◆ Task objective:
Your task is to copy each line of the records that includes the string "setLineDash".

◆ Dataset:
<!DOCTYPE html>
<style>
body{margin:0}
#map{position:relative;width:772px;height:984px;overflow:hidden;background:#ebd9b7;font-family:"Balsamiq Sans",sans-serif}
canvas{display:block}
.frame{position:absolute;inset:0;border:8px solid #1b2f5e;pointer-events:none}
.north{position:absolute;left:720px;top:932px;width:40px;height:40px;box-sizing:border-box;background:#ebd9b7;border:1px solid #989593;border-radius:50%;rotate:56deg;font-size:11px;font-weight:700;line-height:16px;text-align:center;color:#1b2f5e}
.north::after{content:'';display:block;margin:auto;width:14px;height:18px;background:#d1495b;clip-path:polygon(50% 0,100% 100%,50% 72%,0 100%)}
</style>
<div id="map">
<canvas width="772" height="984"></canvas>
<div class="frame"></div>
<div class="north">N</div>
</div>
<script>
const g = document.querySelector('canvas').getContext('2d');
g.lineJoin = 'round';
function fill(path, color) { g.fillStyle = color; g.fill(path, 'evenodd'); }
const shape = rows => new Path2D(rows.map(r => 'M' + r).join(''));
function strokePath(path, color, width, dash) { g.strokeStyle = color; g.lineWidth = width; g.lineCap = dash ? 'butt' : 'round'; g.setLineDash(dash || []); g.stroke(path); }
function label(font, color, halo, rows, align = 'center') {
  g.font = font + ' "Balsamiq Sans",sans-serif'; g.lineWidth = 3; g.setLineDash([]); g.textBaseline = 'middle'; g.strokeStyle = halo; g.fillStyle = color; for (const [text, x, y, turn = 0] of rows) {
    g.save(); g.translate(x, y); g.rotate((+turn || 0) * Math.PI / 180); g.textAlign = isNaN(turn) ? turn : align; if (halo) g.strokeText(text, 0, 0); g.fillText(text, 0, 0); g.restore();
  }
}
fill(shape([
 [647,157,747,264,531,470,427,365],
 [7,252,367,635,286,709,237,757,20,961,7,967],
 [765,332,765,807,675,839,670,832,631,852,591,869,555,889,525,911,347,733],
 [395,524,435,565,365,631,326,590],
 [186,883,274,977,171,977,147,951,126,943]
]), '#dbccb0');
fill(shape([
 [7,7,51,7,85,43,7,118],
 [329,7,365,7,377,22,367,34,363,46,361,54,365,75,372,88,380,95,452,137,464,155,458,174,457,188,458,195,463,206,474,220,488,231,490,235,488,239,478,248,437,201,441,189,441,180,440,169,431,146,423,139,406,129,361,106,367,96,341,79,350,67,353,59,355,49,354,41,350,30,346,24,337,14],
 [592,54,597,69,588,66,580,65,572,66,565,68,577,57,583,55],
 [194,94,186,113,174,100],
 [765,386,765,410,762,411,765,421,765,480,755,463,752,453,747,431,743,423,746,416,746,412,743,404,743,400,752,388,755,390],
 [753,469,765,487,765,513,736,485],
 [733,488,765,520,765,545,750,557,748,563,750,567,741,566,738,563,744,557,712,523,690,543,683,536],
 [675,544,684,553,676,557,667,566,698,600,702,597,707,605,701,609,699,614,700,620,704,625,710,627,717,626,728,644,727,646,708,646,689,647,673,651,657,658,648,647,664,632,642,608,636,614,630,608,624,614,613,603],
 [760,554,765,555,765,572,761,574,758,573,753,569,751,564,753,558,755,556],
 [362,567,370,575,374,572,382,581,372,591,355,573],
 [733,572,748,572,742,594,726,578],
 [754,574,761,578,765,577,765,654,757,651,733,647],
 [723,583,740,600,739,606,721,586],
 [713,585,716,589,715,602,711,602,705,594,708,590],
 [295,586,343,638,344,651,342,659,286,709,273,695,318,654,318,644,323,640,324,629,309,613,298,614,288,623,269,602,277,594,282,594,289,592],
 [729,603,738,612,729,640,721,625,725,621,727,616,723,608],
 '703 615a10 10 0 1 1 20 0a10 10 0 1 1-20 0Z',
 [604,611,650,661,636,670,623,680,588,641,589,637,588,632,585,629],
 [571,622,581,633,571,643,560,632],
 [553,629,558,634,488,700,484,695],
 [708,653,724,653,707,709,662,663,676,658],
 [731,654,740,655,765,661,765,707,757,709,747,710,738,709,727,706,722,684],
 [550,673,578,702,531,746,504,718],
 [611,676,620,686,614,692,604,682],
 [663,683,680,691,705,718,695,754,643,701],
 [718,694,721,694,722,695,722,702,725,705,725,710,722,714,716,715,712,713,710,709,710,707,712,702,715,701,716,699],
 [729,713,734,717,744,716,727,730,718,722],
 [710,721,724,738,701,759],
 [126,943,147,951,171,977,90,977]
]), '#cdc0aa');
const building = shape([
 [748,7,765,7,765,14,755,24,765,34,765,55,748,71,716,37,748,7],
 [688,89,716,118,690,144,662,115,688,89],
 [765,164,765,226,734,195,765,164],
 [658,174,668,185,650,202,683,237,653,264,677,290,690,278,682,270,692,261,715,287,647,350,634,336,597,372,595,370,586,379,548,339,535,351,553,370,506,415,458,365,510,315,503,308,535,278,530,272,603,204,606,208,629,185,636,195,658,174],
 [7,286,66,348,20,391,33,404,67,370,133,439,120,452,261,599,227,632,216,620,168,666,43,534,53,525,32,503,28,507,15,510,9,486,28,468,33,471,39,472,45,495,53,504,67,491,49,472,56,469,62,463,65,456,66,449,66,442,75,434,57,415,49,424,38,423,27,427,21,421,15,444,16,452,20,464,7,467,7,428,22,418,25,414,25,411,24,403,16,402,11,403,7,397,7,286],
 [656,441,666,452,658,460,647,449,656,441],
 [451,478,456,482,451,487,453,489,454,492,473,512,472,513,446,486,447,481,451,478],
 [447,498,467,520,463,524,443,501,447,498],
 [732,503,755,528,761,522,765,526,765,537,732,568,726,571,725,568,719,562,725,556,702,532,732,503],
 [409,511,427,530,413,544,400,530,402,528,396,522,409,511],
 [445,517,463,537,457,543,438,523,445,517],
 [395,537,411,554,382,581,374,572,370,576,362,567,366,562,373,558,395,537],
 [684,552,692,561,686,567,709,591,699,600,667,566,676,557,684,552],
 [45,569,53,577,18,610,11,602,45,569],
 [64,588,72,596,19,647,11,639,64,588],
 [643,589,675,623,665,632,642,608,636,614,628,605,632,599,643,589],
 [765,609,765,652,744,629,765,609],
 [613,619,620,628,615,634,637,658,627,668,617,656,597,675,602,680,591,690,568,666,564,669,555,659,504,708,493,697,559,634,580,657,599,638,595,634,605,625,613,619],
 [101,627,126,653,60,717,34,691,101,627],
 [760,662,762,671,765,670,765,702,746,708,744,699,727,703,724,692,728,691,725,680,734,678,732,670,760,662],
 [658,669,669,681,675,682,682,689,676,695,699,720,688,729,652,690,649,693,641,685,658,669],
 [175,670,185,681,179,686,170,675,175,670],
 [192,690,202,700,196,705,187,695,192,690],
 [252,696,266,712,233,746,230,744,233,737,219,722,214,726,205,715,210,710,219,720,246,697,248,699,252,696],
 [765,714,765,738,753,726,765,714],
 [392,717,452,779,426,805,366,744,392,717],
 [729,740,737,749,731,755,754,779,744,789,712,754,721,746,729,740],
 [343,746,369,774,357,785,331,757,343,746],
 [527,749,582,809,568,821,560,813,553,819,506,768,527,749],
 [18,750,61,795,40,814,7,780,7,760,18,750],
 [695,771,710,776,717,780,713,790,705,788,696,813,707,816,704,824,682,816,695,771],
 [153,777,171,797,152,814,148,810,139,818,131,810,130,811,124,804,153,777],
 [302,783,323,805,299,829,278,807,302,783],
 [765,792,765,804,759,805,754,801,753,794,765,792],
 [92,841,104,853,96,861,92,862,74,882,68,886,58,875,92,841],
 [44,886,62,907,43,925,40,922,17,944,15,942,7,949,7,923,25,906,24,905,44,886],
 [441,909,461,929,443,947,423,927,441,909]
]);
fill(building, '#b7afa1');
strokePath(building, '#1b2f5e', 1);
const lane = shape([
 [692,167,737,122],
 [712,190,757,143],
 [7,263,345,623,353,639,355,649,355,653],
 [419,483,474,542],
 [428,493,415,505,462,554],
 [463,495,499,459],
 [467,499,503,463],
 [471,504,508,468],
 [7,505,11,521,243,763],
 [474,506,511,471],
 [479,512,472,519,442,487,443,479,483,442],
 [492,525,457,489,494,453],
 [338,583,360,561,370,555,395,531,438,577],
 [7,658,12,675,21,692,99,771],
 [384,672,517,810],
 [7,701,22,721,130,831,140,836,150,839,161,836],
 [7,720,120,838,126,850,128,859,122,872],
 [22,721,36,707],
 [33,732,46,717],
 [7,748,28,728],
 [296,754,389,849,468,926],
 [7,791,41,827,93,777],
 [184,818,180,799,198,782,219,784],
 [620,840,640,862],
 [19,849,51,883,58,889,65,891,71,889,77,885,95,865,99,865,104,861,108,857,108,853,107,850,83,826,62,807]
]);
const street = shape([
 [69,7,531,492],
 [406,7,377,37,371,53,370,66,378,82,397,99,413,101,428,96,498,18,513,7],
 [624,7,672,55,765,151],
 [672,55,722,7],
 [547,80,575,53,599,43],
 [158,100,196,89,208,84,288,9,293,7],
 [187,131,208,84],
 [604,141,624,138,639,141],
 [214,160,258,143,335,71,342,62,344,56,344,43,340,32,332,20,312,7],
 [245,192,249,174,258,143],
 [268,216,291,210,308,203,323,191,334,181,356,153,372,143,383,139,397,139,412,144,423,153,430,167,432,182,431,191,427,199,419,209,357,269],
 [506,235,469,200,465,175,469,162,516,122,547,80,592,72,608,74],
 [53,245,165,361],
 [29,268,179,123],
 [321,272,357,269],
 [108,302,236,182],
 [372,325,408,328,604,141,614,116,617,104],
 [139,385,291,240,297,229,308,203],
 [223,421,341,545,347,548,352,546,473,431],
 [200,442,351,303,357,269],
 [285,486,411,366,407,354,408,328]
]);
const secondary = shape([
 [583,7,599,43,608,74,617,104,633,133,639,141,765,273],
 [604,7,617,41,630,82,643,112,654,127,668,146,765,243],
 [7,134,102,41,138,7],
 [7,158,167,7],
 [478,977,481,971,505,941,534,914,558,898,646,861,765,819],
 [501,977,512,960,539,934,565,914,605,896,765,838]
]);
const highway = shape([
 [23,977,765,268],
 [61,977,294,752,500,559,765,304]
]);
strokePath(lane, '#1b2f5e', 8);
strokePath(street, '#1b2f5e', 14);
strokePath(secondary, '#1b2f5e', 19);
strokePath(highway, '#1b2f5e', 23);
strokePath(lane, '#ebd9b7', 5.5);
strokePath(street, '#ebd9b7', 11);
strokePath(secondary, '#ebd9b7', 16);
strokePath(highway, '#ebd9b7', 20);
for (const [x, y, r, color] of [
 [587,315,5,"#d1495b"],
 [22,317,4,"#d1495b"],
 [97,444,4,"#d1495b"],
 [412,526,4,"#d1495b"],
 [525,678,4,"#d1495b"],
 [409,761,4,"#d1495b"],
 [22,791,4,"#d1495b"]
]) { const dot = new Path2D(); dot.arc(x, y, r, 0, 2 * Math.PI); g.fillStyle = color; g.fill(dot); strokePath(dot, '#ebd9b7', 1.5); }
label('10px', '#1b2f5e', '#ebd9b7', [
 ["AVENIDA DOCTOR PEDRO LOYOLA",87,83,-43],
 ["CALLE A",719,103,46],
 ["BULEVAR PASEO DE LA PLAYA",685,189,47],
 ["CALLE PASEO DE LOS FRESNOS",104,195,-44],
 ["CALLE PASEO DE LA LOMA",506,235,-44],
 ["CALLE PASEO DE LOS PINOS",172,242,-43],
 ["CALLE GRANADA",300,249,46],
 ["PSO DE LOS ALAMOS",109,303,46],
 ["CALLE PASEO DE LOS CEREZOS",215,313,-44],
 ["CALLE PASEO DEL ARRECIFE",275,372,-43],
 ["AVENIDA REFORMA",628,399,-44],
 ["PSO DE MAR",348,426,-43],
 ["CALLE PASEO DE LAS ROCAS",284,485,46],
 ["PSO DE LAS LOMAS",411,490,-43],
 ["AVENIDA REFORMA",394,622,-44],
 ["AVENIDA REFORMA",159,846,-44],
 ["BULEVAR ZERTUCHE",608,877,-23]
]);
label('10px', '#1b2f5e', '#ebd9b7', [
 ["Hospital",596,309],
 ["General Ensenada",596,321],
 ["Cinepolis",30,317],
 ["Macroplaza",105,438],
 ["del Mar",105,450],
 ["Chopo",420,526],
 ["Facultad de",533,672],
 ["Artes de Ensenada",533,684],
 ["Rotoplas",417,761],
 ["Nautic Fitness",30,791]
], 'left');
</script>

◆ Response:
function strokePath(path, color, width, dash) { g.strokeStyle = color; g.lineWidth = width; g.lineCap = dash ? 'butt' : 'round'; g.setLineDash(dash || []); g.stroke(path); }
  g.font = font + ' "Balsamiq Sans",sans-serif'; g.lineWidth = 3; g.setLineDash([]); g.textBaseline = 'middle'; g.strokeStyle = halo; g.fillStyle = color; for (const [text, x, y, turn = 0] of rows) {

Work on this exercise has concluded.